Setting the stage for Social Justice was the theme of the opening presentation of the Stan Greenspon Center’s Marches to Movements and the Tools for Social Change advocacy program. Monday evening, Dr. Karen Geiger spoke about an essential topic for anyone interested in working for social justice: preparation. In order to be productive partners in creating social change we must be honest and commit to fostering understanding. We need to build and strengthen our self-awareness and our intergroup relationships before moving out into the community. She highlighted how important it is for each one of us to do the following:
- Look at myself first. What position do I hold in society? What access to resources and power do I have? Why am I here working on this issue? How does my identity (race, gender, age, sexual orientation, religious affiliation, physical ability, etc.) shape my experience in different circumstances? Am I willing to learn from this experience even when it is uncomfortable
- Check my biases. What have I been taught and believe to be true about groups of people not like me? How honest have I been with myself about my status in society? How willing am I admit my own prejudices?
- Affirm the validity of individual experiences but recognize the larger social patterns. Your experience in life is true: it is your reality. However, some nuances of the larger issue your group is working on may not fit exactly with your experience.
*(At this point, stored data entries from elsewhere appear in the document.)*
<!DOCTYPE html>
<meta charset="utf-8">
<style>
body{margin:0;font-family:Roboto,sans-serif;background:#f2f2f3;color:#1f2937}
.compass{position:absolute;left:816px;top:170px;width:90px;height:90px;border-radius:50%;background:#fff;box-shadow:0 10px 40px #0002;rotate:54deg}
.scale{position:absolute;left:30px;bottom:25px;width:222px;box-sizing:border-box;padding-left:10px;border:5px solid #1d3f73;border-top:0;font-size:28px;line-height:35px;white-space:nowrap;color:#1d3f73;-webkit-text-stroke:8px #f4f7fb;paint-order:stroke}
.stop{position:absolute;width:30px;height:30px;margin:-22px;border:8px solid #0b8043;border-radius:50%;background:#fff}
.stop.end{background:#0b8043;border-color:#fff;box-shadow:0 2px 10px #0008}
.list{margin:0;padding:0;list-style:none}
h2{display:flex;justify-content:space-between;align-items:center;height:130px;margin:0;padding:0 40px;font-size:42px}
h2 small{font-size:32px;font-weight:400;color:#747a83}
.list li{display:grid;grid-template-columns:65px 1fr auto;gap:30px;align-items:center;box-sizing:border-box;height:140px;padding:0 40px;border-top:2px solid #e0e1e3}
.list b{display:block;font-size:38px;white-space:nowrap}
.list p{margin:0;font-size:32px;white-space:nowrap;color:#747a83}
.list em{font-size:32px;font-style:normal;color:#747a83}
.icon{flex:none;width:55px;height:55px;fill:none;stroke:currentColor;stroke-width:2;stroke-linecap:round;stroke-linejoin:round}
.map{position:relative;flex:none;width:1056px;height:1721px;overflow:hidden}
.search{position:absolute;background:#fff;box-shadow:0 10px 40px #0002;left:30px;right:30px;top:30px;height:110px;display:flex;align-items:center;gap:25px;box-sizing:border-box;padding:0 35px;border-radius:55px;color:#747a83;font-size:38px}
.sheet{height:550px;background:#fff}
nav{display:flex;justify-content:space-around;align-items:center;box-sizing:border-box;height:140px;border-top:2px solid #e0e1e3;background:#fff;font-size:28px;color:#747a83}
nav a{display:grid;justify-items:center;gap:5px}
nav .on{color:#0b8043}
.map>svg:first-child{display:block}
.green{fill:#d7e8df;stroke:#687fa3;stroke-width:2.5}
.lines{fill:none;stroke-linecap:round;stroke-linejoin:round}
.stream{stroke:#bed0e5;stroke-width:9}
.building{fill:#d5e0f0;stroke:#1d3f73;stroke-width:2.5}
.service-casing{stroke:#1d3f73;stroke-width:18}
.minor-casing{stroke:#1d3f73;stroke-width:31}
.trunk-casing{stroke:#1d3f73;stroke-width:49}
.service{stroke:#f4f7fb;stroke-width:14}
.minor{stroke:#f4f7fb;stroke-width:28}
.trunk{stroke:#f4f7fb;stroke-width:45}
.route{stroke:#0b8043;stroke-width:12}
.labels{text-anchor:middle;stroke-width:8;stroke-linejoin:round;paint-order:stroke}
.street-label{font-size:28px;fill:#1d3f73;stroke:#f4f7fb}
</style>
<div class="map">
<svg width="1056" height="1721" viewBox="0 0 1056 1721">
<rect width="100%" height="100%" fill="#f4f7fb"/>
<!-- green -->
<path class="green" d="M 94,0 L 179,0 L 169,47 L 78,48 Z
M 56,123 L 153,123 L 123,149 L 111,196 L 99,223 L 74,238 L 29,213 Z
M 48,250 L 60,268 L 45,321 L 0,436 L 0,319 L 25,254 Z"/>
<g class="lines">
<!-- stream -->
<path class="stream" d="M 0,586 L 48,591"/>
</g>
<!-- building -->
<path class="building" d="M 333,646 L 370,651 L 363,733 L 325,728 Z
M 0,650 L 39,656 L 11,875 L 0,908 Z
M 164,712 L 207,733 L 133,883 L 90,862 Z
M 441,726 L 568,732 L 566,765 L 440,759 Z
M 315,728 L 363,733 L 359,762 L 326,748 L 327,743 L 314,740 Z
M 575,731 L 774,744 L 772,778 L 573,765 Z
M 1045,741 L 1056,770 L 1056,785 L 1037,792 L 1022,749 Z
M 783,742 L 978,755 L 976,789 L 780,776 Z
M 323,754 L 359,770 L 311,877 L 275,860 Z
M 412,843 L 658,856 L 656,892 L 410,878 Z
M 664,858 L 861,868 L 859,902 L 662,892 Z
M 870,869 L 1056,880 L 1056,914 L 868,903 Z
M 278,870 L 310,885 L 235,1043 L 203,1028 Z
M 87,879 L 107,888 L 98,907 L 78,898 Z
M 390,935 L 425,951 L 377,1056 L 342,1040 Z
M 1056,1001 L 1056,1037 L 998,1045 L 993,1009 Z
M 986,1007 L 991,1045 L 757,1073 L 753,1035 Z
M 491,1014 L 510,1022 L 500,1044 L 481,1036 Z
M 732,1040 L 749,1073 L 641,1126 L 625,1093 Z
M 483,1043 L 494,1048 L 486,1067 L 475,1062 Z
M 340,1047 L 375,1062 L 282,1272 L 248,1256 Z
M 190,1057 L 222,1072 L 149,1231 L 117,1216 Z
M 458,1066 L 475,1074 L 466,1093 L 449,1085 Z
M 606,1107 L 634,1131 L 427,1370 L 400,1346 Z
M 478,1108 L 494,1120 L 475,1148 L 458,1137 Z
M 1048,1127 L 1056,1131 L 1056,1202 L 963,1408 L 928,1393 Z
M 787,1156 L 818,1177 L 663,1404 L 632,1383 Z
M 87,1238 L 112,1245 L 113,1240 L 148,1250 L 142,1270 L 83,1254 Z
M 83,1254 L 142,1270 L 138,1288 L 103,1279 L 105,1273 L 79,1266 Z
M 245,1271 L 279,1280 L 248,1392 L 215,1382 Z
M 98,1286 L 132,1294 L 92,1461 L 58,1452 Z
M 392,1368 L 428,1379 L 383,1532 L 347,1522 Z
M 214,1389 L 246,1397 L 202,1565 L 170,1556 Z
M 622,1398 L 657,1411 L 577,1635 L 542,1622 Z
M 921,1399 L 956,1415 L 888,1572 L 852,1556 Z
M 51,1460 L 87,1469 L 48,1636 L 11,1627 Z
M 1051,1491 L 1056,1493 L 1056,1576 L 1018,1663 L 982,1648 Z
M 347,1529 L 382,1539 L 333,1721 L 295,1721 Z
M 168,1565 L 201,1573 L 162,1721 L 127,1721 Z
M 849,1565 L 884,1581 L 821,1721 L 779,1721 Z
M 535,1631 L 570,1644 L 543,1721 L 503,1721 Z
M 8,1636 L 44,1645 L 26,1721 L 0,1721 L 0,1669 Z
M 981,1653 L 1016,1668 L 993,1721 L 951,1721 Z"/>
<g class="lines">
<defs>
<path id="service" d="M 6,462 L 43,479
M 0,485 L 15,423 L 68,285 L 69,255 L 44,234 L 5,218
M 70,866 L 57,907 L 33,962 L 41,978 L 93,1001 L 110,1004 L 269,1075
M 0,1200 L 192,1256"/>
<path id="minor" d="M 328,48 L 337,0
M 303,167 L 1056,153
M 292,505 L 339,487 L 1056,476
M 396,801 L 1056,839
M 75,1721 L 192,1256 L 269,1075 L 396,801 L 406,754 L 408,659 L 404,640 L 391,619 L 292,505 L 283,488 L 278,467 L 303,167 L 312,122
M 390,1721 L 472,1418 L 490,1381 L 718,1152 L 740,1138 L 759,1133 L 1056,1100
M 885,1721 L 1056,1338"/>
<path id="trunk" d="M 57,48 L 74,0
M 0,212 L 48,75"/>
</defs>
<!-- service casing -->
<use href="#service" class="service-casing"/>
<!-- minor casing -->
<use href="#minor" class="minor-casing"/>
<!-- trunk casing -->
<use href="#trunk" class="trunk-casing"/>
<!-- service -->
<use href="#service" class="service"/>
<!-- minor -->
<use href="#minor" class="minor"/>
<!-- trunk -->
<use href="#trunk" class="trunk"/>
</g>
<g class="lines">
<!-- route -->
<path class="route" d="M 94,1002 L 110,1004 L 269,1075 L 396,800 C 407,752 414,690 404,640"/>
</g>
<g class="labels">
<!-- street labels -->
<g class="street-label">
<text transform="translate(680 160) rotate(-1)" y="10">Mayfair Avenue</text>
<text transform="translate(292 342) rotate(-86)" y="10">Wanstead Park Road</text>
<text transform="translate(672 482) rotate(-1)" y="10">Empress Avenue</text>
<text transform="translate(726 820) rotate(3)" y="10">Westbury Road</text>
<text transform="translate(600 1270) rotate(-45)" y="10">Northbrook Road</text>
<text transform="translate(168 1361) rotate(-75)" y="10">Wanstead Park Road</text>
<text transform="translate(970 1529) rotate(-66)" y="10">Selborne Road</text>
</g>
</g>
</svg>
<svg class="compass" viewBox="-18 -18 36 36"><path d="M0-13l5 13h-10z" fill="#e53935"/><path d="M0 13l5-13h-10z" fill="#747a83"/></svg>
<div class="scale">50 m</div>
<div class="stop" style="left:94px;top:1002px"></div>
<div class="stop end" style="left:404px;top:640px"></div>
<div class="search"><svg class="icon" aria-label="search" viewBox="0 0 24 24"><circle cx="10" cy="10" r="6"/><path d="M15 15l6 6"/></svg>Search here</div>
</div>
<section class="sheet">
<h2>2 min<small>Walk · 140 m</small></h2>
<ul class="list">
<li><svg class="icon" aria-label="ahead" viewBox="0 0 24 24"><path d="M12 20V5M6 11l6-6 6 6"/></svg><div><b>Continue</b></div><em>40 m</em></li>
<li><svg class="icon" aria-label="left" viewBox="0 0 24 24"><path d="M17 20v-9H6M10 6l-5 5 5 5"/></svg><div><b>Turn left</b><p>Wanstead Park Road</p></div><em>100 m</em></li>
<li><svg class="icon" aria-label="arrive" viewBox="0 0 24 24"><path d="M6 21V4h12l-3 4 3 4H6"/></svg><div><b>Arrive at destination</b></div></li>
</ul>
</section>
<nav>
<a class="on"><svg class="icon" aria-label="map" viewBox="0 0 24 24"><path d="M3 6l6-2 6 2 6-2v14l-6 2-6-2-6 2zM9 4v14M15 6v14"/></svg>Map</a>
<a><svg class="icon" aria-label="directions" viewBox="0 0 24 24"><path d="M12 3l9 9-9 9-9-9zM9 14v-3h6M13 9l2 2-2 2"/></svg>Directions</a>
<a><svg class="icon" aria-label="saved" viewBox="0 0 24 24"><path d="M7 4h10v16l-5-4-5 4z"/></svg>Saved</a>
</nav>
- Build trust with those who work together on issues of social justice. Trust across lines of privilege may have to be defined specifically given the reality of our lives outside of the working group. Taking time to intentionally build trust will help when encountering difficult conversations. While some may feel it slows down “the work” it almost always valuable during those difficult conversations that arise.
- Agree on what Social Justice looks like. Groups must develop a working definition and assumptions of social justice that speak to; the specific social injustice you are addressing, the desired outcome, and the civic engagement required.
Dr. Geiger left us with her definition of Social Justice:
A reconstructed society in accordance with principles of equity, recognition, and inclusion. Includes eliminating the injustice created when differences are sorted and ranked in a hierarchy that unequally confers power, social, and economic advantages, and institutional and cultural validity to social groups based on their location in that hierarchy. It requires confronting the ideological frameworks, historical legacies, and institutional patterns and practices that structure social relations unequally so that some groups are advantaged at the expense of other groups that are marginalized.
As we move through the next six sessions in the program we will revisit and revise this definition to make it our own.